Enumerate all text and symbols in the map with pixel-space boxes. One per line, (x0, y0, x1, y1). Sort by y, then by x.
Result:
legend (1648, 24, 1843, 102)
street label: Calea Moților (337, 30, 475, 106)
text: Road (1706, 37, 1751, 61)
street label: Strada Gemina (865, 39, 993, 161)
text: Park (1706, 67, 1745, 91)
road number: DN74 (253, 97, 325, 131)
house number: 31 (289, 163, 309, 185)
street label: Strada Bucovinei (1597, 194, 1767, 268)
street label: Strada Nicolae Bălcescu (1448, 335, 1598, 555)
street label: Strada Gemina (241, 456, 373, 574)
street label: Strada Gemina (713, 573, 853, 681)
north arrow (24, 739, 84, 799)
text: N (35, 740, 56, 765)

***

Work task:
Type out every record above once more, exactly.

Output for this exercise:
Enumerate all text and symbols in the map with pixel-space boxes. One per line, (x0, y0, x1, y1). Sort by y, then by x.
Result:
legend (1648, 24, 1843, 102)
street label: Calea Moților (337, 30, 475, 106)
text: Road (1706, 37, 1751, 61)
street label: Strada Gemina (865, 39, 993, 161)
text: Park (1706, 67, 1745, 91)
road number: DN74 (253, 97, 325, 131)
house number: 31 (289, 163, 309, 185)
street label: Strada Bucovinei (1597, 194, 1767, 268)
street label: Strada Nicolae Bălcescu (1448, 335, 1598, 555)
street label: Strada Gemina (241, 456, 373, 574)
street label: Strada Gemina (713, 573, 853, 681)
north arrow (24, 739, 84, 799)
text: N (35, 740, 56, 765)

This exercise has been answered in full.